Task goal:
Below are the records; copy each line in them that holds the word "street".

Source data:
===============
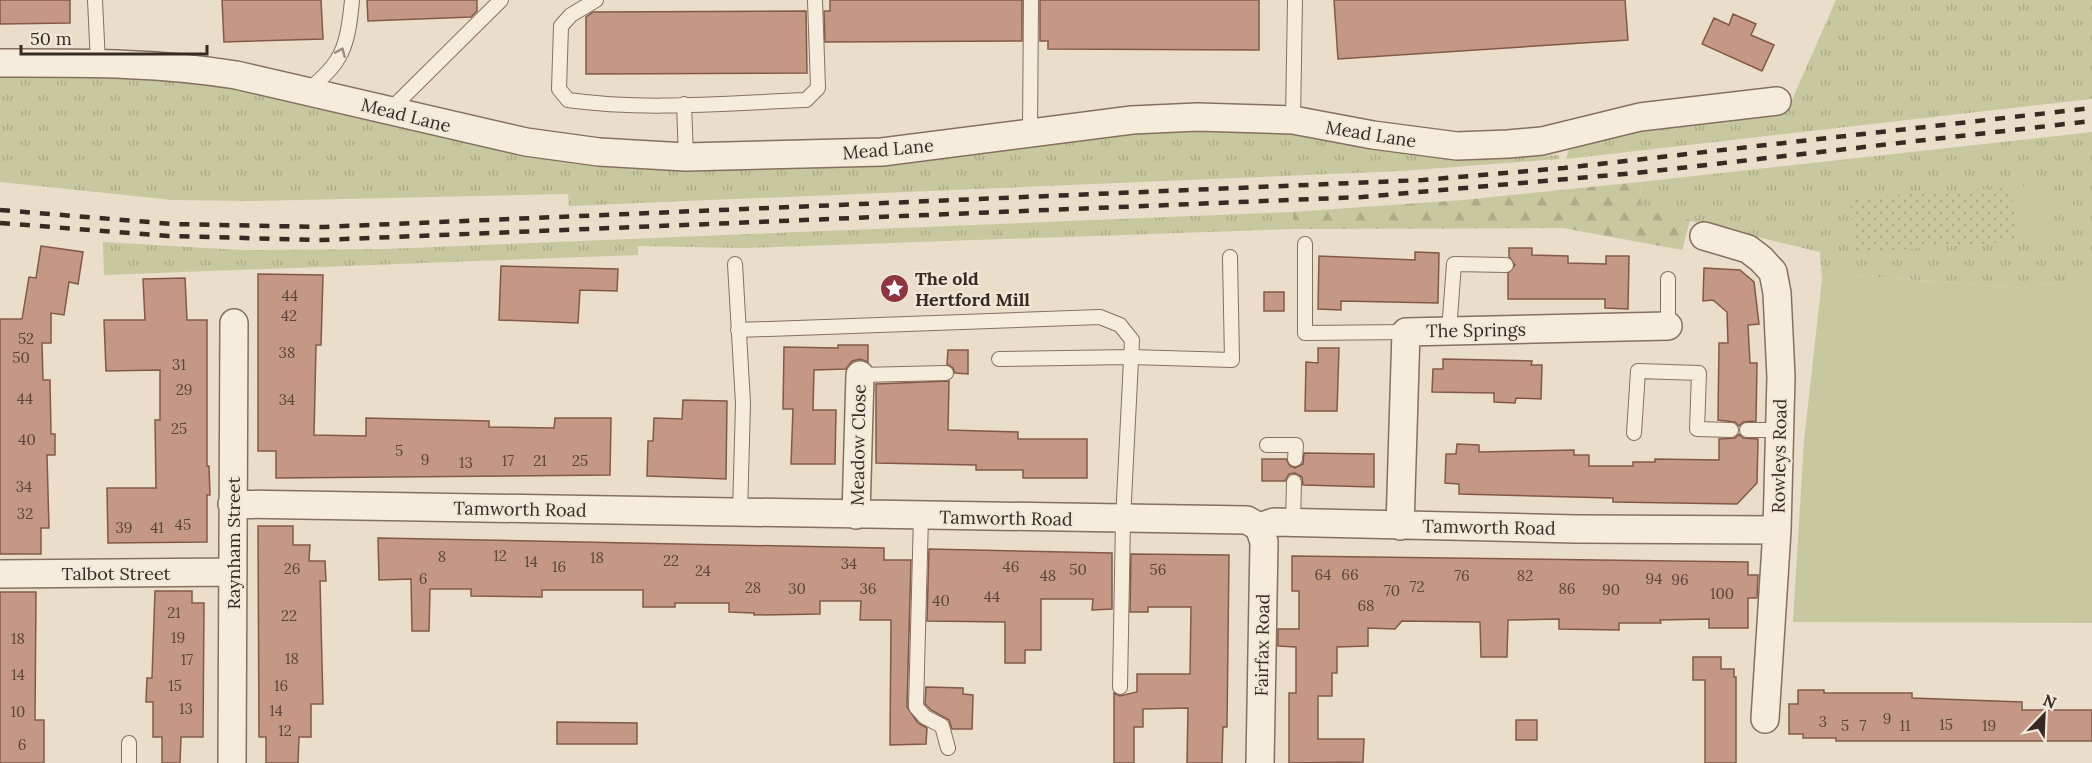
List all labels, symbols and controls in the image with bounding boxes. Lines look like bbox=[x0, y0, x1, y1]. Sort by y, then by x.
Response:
scale bar bbox=[21, 18, 207, 56]
text: 50 m bbox=[30, 27, 72, 50]
one-way arrow bbox=[334, 47, 346, 58]
street label: Mead Lane bbox=[359, 93, 453, 137]
street label: Mead Lane bbox=[1324, 115, 1418, 153]
street label: Mead Lane bbox=[841, 134, 935, 164]
place label: The old Hertford Mill bbox=[915, 267, 1030, 311]
place icon: The old Hertford Mill bbox=[878, 272, 910, 304]
house number: 44 bbox=[282, 286, 298, 305]
house number: 42 bbox=[281, 306, 297, 325]
street label: The Springs bbox=[1426, 318, 1526, 342]
house number: 52 bbox=[18, 329, 34, 348]
house number: 38 bbox=[279, 343, 295, 362]
house number: 50 bbox=[12, 348, 30, 367]
house number: 31 bbox=[172, 355, 186, 374]
house number: 29 bbox=[176, 380, 192, 399]
street label: Meadow Close bbox=[845, 384, 871, 506]
house number: 44 bbox=[17, 389, 33, 408]
house number: 34 bbox=[279, 390, 295, 409]
street label: Rowleys Road bbox=[1766, 398, 1792, 514]
house number: 25 bbox=[171, 419, 187, 438]
house number: 40 bbox=[18, 430, 36, 449]
house number: 5 bbox=[395, 441, 403, 460]
house number: 9 bbox=[421, 450, 429, 469]
house number: 17 bbox=[502, 451, 514, 470]
house number: 21 bbox=[533, 451, 547, 470]
house number: 25 bbox=[572, 451, 588, 470]
house number: 13 bbox=[459, 453, 473, 472]
house number: 34 bbox=[16, 477, 32, 496]
street label: Raynham Street bbox=[222, 477, 245, 609]
street label: Tamworth Road bbox=[453, 496, 587, 522]
house number: 32 bbox=[17, 504, 33, 523]
street label: Tamworth Road bbox=[939, 505, 1073, 531]
street label: Tamworth Road bbox=[1422, 514, 1556, 540]
house number: 45 bbox=[175, 515, 191, 534]
house number: 39 bbox=[115, 518, 133, 537]
house number: 41 bbox=[150, 518, 164, 537]
house number: 12 bbox=[493, 546, 507, 565]
house number: 8 bbox=[438, 547, 446, 566]
house number: 18 bbox=[590, 548, 604, 567]
house number: 22 bbox=[663, 551, 679, 570]
house number: 14 bbox=[524, 552, 538, 571]
house number: 34 bbox=[841, 554, 857, 573]
house number: 16 bbox=[552, 557, 566, 576]
house number: 46 bbox=[1003, 557, 1019, 576]
house number: 26 bbox=[284, 559, 300, 578]
house number: 50 bbox=[1069, 560, 1087, 579]
house number: 56 bbox=[1150, 560, 1166, 579]
house number: 24 bbox=[695, 561, 711, 580]
street label: Talbot Street bbox=[61, 562, 171, 585]
house number: 64 bbox=[1315, 565, 1331, 584]
house number: 66 bbox=[1341, 565, 1359, 584]
house number: 48 bbox=[1040, 566, 1056, 585]
house number: 76 bbox=[1454, 566, 1470, 585]
house number: 82 bbox=[1517, 566, 1533, 585]
house number: 6 bbox=[419, 569, 427, 588]
house number: 94 bbox=[1646, 569, 1662, 588]
house number: 96 bbox=[1671, 570, 1689, 589]
house number: 72 bbox=[1410, 577, 1424, 596]
house number: 28 bbox=[745, 578, 761, 597]
house number: 30 bbox=[788, 579, 806, 598]
house number: 36 bbox=[859, 579, 877, 598]
house number: 86 bbox=[1558, 579, 1576, 598]
house number: 90 bbox=[1602, 580, 1620, 599]
house number: 70 bbox=[1384, 581, 1400, 600]
house number: 100 bbox=[1710, 584, 1734, 603]
house number: 44 bbox=[984, 587, 1000, 606]
house number: 40 bbox=[932, 591, 950, 610]
street label: Fairfax Road bbox=[1250, 593, 1274, 697]
house number: 68 bbox=[1357, 596, 1375, 615]
house number: 21 bbox=[167, 603, 181, 622]
house number: 22 bbox=[281, 606, 297, 625]
house number: 19 bbox=[171, 628, 185, 647]
house number: 18 bbox=[11, 629, 25, 648]
house number: 18 bbox=[285, 649, 299, 668]
house number: 17 bbox=[181, 650, 193, 669]
house number: 14 bbox=[11, 665, 25, 684]
house number: 15 bbox=[168, 676, 182, 695]
house number: 16 bbox=[274, 676, 288, 695]
north arrow bbox=[2014, 685, 2074, 745]
text: N bbox=[2040, 690, 2059, 713]
house number: 13 bbox=[179, 699, 193, 718]
house number: 14 bbox=[269, 701, 283, 720]
house number: 10 bbox=[11, 702, 25, 721]
house number: 9 bbox=[1883, 709, 1891, 728]
house number: 3 bbox=[1819, 712, 1827, 731]
house number: 15 bbox=[1939, 715, 1953, 734]
house number: 5 bbox=[1841, 716, 1849, 735]
house number: 7 bbox=[1860, 716, 1867, 735]
house number: 11 bbox=[1900, 716, 1910, 735]
house number: 19 bbox=[1982, 716, 1996, 735]
house number: 12 bbox=[278, 721, 292, 740]
house number: 6 bbox=[18, 735, 26, 754]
===============
Reply:
street label: Mead Lane bbox=[359, 93, 453, 137]
street label: Mead Lane bbox=[1324, 115, 1418, 153]
street label: Mead Lane bbox=[841, 134, 935, 164]
street label: The Springs bbox=[1426, 318, 1526, 342]
street label: Meadow Close bbox=[845, 384, 871, 506]
street label: Rowleys Road bbox=[1766, 398, 1792, 514]
street label: Raynham Street bbox=[222, 477, 245, 609]
street label: Tamworth Road bbox=[453, 496, 587, 522]
street label: Tamworth Road bbox=[939, 505, 1073, 531]
street label: Tamworth Road bbox=[1422, 514, 1556, 540]
street label: Talbot Street bbox=[61, 562, 171, 585]
street label: Fairfax Road bbox=[1250, 593, 1274, 697]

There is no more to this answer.